Cryopreserved PBMC samples were thawed at 37 °C and transferred to warm R10 media (RPMI 1640 supplemented with 10% heat-inactivated fetal calf serum, 2 mM l-glutamine, penicillin [100 U/ml], and streptomycin [100 g/ml]). Cells were then centrifuged for 10 min at 300 × g, and the supernatant was decanted. This washing step was repeated two times, after which cells were rested overnight at 37°C. The next morning, PBMC were counted, seeded in 96-well U bottom plates at a density of 1 million/well and stimulated with a pool of overlapping peptides covering the entire sequence of either wild-type SARS-CoV-2 spike protein (PepMix™ SARS-CoV-2 (Spike Glycoprotein), JPT, PM-WCPV-S-1) or the XBB.1.5 spike protein (PepMix™ SARS-CoV-2 (Spike XBB.1.5), JPT, PM-SARS2-SMUT15-1). The final concentration was 1 µg/ml per peptide for both peptide pools in 250 µl R10 media. An equally treated negative control without the peptides was included for each sample. A positive control where cells were stimulated with PMA (20 ng/ml) (Sigma-Aldrich, P1585-1MG) and ionomycin (1 μg/ml) (Sigma-Aldrich, I3909-1ML) was included for each experiment. Stimulation was performed at 37 °C for 24 h.

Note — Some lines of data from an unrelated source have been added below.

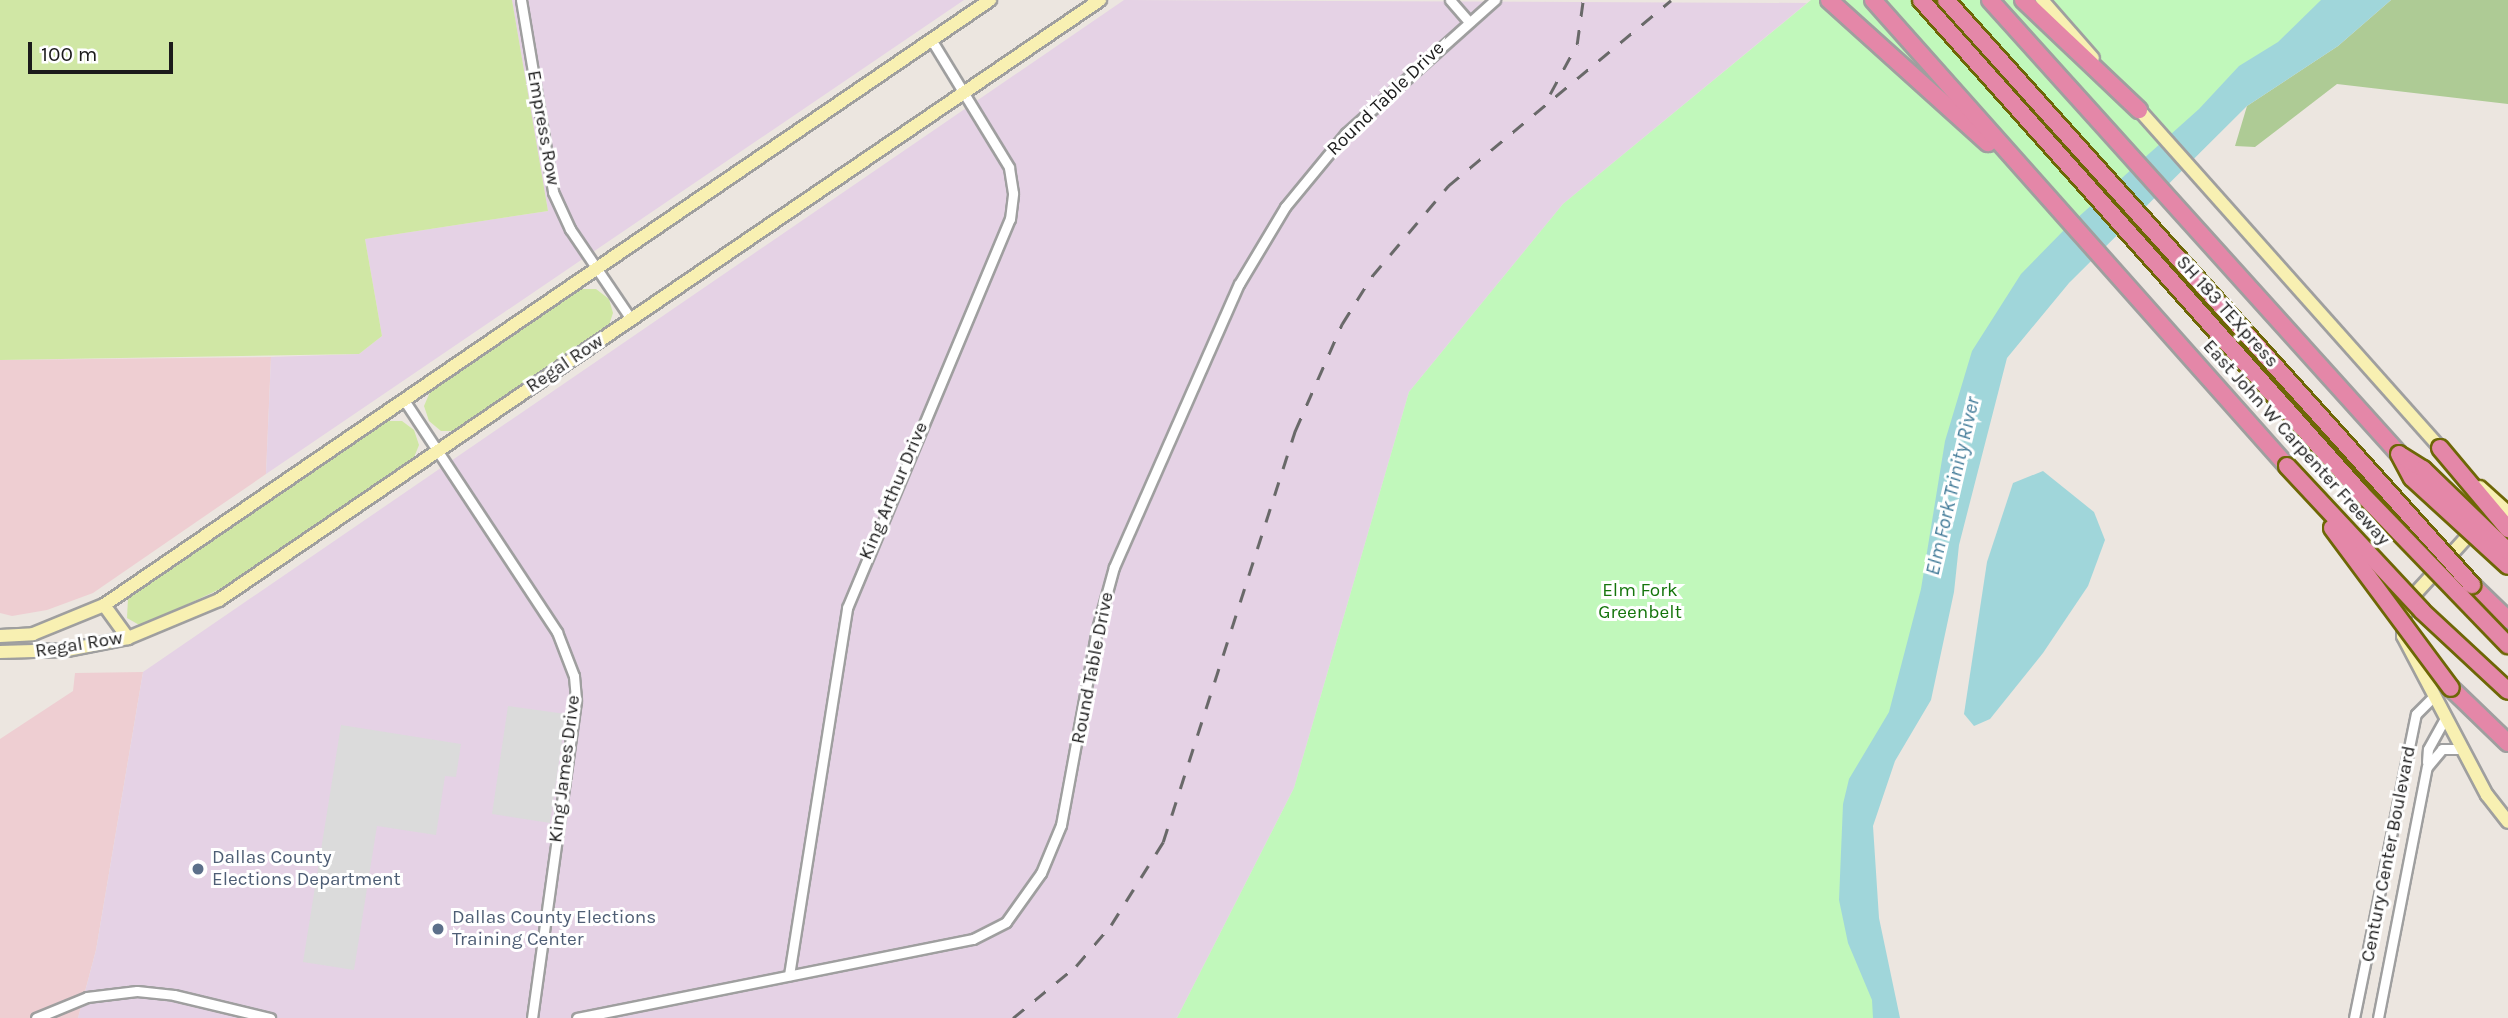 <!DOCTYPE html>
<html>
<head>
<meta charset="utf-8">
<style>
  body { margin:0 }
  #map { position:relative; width:2508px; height:1018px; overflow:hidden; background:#ece6e0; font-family:Karla,sans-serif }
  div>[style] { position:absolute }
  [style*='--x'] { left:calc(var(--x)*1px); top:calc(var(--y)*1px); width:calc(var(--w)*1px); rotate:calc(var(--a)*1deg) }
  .commercial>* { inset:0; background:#eeced2 }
  .industrial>* { inset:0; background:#e5d2e5 }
  .grass>* { inset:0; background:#d0e7a5 }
  .forest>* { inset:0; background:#aecb95 }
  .park>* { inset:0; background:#c1f8bb }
  .parking>* { inset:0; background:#dbdbdb }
  .water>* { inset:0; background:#a0d6da }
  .roads { filter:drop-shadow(2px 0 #9f9f9f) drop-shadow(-2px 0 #9f9f9f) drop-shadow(0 2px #9f9f9f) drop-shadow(0 -2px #9f9f9f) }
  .minor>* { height:9px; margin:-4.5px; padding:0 4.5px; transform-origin:4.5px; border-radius:4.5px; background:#fff }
  .secondary>* { height:12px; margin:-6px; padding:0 6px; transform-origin:6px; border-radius:6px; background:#f8f0b2 }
  .motorway>* { height:16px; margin:-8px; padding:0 8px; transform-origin:8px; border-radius:8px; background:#e487a8 }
  .rail>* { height:2.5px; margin-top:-1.25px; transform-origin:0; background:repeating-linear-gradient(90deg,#696969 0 14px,transparent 0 28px) }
  .bridges { filter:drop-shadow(2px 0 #6d6706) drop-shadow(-2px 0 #6d6706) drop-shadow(0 2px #6d6706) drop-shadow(0 -2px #6d6706) }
  .secondary-bridge>* { height:12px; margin:-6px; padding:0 6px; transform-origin:6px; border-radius:6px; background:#f8f0b2 }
  .motorway-bridge>* { height:16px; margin:-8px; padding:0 8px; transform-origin:8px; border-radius:8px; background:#e487a8 }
  .dots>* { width:19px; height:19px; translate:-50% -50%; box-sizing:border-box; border:4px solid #fff; border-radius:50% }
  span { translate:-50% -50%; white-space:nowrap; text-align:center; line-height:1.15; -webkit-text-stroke:6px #fff; paint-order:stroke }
  .street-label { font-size:19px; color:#1b1b1b }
  .park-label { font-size:19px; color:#15750c }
  .service-label { font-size:19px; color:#4e5e75 }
  .left { translate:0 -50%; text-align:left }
  .water-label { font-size:21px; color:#447c99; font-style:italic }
  .scale { position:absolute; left:28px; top:42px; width:145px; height:32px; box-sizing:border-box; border:4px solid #1b1b1b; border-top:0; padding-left:9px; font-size:21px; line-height:24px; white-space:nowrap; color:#1b1b1b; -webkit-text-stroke:5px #fff; paint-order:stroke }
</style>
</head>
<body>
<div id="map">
  <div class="commercial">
    <div style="clip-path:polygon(271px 357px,266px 474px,93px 593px,47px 610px,12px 616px,0 613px,0 360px)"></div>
    <div style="clip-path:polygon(143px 672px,96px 950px,78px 1018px,0 1018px,0 739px,73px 691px,75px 673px)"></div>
  </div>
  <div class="industrial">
    <div style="clip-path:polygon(512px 0,964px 0,266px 474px,271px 357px,359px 354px,382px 336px,365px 239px,548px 211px)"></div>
    <div style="clip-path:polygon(1124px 0,1807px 3px,1563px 204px,1409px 392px,1294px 788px,1177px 1018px,78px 1018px,96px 950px,143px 672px)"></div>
  </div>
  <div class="grass">
    <div style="clip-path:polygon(0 0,512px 0,548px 211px,365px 239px,382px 336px,359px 354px,0 360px)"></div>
    <div style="clip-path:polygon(581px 289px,596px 289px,609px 299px,613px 313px,608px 328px,457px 431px,441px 431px,429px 421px,424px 406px,430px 392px)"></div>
    <div style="clip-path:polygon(386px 421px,402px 421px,414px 430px,419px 445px,413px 460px,235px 582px,141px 626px,127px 618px,128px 598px)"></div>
  </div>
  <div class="forest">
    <div style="clip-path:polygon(2391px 0,2508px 0,2508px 104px,2337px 84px,2255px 147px,2235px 146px,2247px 106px,2338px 46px)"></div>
  </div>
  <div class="park">
    <div style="clip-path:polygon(1811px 0,2333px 0,2184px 136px,1971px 393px,1906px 692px,1860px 794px,1880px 1018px,1177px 1018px,1294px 788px,1409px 392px,1563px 204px)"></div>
  </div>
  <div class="parking">
    <div style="clip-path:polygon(508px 706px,566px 714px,550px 823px,492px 814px)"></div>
    <div style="clip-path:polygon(341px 725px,461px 744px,456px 777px,445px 776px,436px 835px,377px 826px,354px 970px,303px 962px)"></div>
  </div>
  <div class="water">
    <div style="clip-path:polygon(2321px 0,2391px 0,2338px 46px,2247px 106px,2069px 283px,2007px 358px,1959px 545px,1954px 592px,1931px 700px,1895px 761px,1873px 826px,1879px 918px,1900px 1018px,1873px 1018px,1872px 1000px,1848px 943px,1839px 900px,1843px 804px,1849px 779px,1889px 712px,1921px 589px,1945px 441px,1972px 351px,2021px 274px,2066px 228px,2199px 109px,2239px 66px,2278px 42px)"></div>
    <div style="clip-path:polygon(2043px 471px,2094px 512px,2105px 540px,2088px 586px,2043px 653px,1990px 719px,1974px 726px,1964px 714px,1987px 562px,2013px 483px)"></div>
  </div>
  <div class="roads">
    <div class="minor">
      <div style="--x:521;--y:0;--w:195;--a:80.5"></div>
      <div style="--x:553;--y:192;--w:41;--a:65.3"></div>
      <div style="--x:570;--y:229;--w:109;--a:55.9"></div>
      <div style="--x:1450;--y:0;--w:29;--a:49"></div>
      <div style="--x:404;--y:400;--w:278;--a:56.6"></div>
      <div style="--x:557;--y:632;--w:47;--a:68.9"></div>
      <div style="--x:574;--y:676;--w:25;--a:85"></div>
      <div style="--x:576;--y:701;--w:320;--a:97.9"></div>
      <div style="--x:2427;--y:762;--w:13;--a:-86"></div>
      <div style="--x:2428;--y:749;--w:37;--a:-61"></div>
      <div style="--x:789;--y:975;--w:372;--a:-81"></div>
      <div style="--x:847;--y:608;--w:422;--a:-67.3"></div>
      <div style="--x:1010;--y:219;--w:26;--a:-83"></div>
      <div style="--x:1013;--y:193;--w:26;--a:-99"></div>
      <div style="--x:1009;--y:167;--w:148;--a:-121.4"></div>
      <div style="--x:36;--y:1018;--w:55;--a:-22.4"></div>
      <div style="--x:87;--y:997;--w:50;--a:-6.8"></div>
      <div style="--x:137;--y:991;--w:37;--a:6"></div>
      <div style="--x:174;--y:995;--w:99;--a:13.5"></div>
      <div style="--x:577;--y:1018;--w:404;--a:-11.3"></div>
      <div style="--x:973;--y:939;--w:37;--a:-27"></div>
      <div style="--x:1006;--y:922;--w:60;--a:-54.5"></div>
      <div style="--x:1041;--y:873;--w:52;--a:-67.4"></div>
      <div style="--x:1061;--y:825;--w:199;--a:-79.6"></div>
      <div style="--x:1097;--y:629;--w:64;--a:-74.7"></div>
      <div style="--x:1114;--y:567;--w:309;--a:-66.2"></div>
      <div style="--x:1239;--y:284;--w:90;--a:-59.1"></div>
      <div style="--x:1285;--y:207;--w:96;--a:-50.5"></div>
      <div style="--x:1346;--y:133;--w:200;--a:-41.8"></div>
      <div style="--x:2354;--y:1018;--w:310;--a:-78.5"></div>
      <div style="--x:2416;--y:714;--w:24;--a:-45"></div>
      <div style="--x:2378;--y:1018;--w:256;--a:-79"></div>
      <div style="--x:2427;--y:767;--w:23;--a:-50"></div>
      <div style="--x:2442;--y:749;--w:21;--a:0"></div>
    </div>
    <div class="secondary">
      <div style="--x:2042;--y:0;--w:77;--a:48.7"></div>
      <div style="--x:2133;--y:103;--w:462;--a:48.3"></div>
      <div style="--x:2477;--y:526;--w:95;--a:132.4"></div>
      <div style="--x:2413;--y:596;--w:26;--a:113"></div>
      <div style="--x:2403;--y:620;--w:16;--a:90"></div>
      <div style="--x:2403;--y:636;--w:180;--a:62.2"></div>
      <div style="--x:2487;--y:795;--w:34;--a:52"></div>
      <div style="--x:104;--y:605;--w:41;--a:54"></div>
      <div style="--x:0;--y:636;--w:33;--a:-3"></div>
      <div style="--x:33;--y:634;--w:77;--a:-22.2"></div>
      <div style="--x:104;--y:605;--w:1073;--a:-34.33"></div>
      <div style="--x:0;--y:652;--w:67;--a:-1.7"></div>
      <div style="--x:67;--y:650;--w:62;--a:-11.1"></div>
      <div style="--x:128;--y:638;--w:99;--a:-22.7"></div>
      <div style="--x:219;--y:600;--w:1066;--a:-34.26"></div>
    </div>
    <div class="motorway">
      <div style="--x:1829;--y:0;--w:214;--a:42"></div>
      <div style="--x:1873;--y:0;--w:623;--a:48.38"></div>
      <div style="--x:1990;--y:0;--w:611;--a:47.98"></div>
      <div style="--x:2023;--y:0;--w:160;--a:43.5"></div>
      <div style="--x:2472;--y:585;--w:50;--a:44.2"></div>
      <div style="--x:2451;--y:688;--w:79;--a:44"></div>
    </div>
  </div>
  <div class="rail">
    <div style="--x:1550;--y:94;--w:57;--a:-61.6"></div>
    <div style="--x:1577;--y:44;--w:44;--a:-82.2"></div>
    <div style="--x:1013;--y:1018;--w:82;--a:-39.5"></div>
    <div style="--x:1076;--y:966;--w:54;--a:-49.5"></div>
    <div style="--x:1111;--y:925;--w:98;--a:-57.9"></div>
    <div style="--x:1163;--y:842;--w:432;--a:-72.2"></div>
    <div style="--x:1295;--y:431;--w:117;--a:-66.3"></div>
    <div style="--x:1342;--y:324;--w:57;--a:-58"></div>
    <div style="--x:1372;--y:276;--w:118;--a:-49.8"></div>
    <div style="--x:1448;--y:186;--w:290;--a:-39.8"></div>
  </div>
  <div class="bridges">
    <div class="secondary-bridge">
      <div style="--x:2480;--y:487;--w:38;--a:42"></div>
    </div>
    <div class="motorway-bridge">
      <div style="--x:1921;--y:0;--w:659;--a:48.26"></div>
      <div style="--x:2360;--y:492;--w:213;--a:46"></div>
      <div style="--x:1946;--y:0;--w:787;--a:48.04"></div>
      <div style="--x:2440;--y:448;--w:106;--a:50"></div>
      <div style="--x:2399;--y:454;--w:27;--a:62"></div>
      <div style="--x:2412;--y:478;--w:130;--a:42.5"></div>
      <div style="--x:2402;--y:456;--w:25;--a:32"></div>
      <div style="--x:2423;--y:469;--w:118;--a:44"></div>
      <div style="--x:2287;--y:466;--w:198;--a:47"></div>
      <div style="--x:2422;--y:611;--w:117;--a:42.9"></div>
      <div style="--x:2332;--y:528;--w:199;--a:53.4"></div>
    </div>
  </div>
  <div class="dots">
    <div style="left:198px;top:869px;background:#5c6f8a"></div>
    <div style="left:438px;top:929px;background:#5c6f8a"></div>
  </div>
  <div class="street-label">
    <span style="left:1386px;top:99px;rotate:-44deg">Round Table Drive</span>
    <span style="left:543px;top:128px;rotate:80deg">Empress Row</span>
    <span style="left:2227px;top:312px;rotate:48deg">SH 183 TEXpress</span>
    <span style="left:565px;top:364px;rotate:-34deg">Regal Row</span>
    <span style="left:2296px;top:443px;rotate:48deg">East John W Carpenter Freeway</span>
    <span style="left:894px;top:491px;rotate:-67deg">King Arthur Drive</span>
    <span style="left:79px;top:645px;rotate:-9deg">Regal Row</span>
    <span style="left:1093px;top:668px;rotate:-79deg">Round Table Drive</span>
    <span style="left:565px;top:769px;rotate:-83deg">King James Drive</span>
    <span style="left:2389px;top:854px;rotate:-79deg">Century Center Boulevard</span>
  </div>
  <div class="park-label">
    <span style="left:1640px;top:602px">Elm Fork<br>Greenbelt</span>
  </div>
  <div class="service-label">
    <span class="left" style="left:212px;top:869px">Dallas County<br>Elections Department</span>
    <span class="left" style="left:452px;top:929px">Dallas County Elections<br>Training Center</span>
  </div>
  <div class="water-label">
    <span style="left:1952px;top:486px;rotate:-77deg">Elm Fork Trinity River</span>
  </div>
  <div class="scale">100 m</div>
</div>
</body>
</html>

Detection of SARS-CoV-2-spike-specific T cells by flow cytometry

Following stimulation, cells were washed with PBS and stained for viability in 100 µl of 1% solution of ZombieAqua dye (Biolegend, 423102) in PBS for 15 min at 4 °C. Subsequently, samples were washed with FACS buffer (PBS supplemented with 2% FCS, 0.05% NaN3, and 2 mM EDTA), and stained for surface markers in 100 µl FACS buffer containing the following antibodies; anti-CD3-APC-Cy7 (clone UCHT1, Biolegend, 300426, diluted 1:40), anti-CD4-BV786 (clone SK3, BD Bioscience, 344642, diluted 1:40), anti-CD8-AF700 (clone SK1, Biolegend, 344724, diluted 1:40), anti-CD69-FITC (clone FN50, Biolegend, 310904, diluted 1:80), anti-4-1BB-APC (clone 4B4-1, Biolegend, 309810, diluted 1:80), and anti-OX40-PE-Cy7 (clone ACT35, Biolegend, 350012, diluted 1:80). All antibodies were checked for performance and titrated before use. After staining for 15 min at 4 °C, cells were washed with FACS buffer and acquired on a BD FACS Celesta with BD FACSDiva™ Software Version 8.0 (BD Bioscience). The frequencies of antigen-specific T cells were calculated as negative-control-subtracted data. Possible longitudinal fluctuations in laser intensity were monitored before every experiment using fluorescent beads (Rainbow beads, Biolegend, 422905). PMT voltages were adjusted accordingly to ensure constant signal intensity over time. The data were analyzed using the FlowJo Software version 10.0.7 (TreeStar). No technical replicates were performed due to the scarcity of the samples.

Statistical analysis

Statistical analysis and graphing were performed using GraphPad Prism software version 9.4.1. (681) or RStudio 2021.09.0 Build 351 software14. Differences between the two time points were assessed by the Wilcoxon matched-pairs signed rank test and differences between the groups were assessed using the Mann–Whitney test with Holm’s correction for multiple testing. All tests were performed two-sided. Statistical significance is indicated by the following annotations: *p < 0.05, **p < 0.01, ***p < 0.001, ****p < 0.0001.